After you log in, you will see a virtual file system, with the vCenter Server instance at the root. You can now begin to use navigation commands such as cd and ls, as well as tab completion to navigate the file system. The structure of the file system mimics the inventory items tree views that you find in the vSphere client. Therefore, you can run cd <vCenter Server>, followed by cd <datacenter>. You can use ~ to refer to your current datacenter, and all clusters are in the “computers” folder under your datacenter. Note that when you navigate to a folder/directory, the contents are listed with numeric values. These numeric values may also be used as shortcuts. For example, in the vCenter folder in the next example there is only one datacenter, and it has a numeric value of 0 associated with it. We can then cd to 0, instead of typing out the full name of the datacenter:

> ls      
 0 /      
 1 mia-cg07-vc01/

cd 1      
  /mia-cg07-vc01&gt; ls      
  0 mia-cg07-dc01 \(datacenter\)      
  /mia-cg07-vc01&gt; cd 0      
  /mia-cg07-vc01/mia-cg07-dc01&gt; ls      
  0 storage/      
  1 computers \[host\]/      
  2 networks \[network\]/      
  3 datastores \[datastore\]/      
  4 vms \[vm\]/      
  vSAN Commands

If you want to learn about any command, run <command> -help. You can also use help and help <command-namespace> (like help vm, help vm.ip) to learn more about commands. Below is a condensed example output of help vsan.

help vsan          
 Namespaces:          
 health          
 perf          
 sizing          
 stretchedcluster          
 vsanmgmt

Commands:      
 apply_license_to_cluster: Apply license to vSAN      
 check_limits: Gathers (and checks) counters against limits      
 check_state: Checks state of VMs and vSAN objects      
 clear_disks_cache: Clear cached disks information      
 cluster_change_autoclaim: Enable/Disable autoclaim on a vSAN cluster      
 cluster_change_checksum: Enable/Disable vSAN checksum enforcement on a cluster      
 cluster_info: Print vSAN config info about a cluster or hosts      
 cluster_set_default_policy: Set default policy on a cluster      
 cmmds_find: CMMDS Find      
 disable_vsan_on_cluster: Disable vSAN on a cluster...

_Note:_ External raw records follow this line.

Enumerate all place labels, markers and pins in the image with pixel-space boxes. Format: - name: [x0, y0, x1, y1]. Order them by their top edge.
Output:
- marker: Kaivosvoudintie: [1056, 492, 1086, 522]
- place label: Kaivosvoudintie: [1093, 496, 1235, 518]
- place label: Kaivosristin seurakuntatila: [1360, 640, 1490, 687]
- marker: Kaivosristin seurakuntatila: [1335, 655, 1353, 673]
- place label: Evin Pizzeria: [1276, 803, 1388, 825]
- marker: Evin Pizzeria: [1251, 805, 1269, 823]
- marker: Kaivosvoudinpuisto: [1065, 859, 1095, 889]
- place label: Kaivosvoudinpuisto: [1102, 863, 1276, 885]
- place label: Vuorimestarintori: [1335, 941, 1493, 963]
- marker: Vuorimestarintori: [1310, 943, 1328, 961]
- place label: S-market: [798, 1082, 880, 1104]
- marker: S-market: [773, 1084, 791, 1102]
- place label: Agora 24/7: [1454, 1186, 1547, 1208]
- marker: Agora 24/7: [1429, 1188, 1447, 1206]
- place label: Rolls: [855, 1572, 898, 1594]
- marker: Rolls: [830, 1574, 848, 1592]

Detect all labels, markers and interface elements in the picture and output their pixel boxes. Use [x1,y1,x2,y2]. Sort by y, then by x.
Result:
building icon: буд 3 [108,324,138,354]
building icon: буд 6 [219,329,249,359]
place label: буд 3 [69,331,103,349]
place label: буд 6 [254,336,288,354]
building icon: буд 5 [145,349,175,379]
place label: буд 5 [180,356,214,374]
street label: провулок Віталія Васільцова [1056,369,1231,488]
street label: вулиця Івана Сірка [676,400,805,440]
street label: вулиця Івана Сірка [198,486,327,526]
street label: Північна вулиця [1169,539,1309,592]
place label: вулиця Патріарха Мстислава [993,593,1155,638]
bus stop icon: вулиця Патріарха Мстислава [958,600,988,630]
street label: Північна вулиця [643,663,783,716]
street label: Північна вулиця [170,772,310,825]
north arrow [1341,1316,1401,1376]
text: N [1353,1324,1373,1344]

All the commands shown here must be prefixed by vsan. Therefore, to run enable_vsan_on_cluster, you must use vsan.enable_vsan_on_cluster. Remember that there is command completion, so you only need to type the first couple of characters of each command and then use the Tab key to complete the command (or display which commands match your current types command).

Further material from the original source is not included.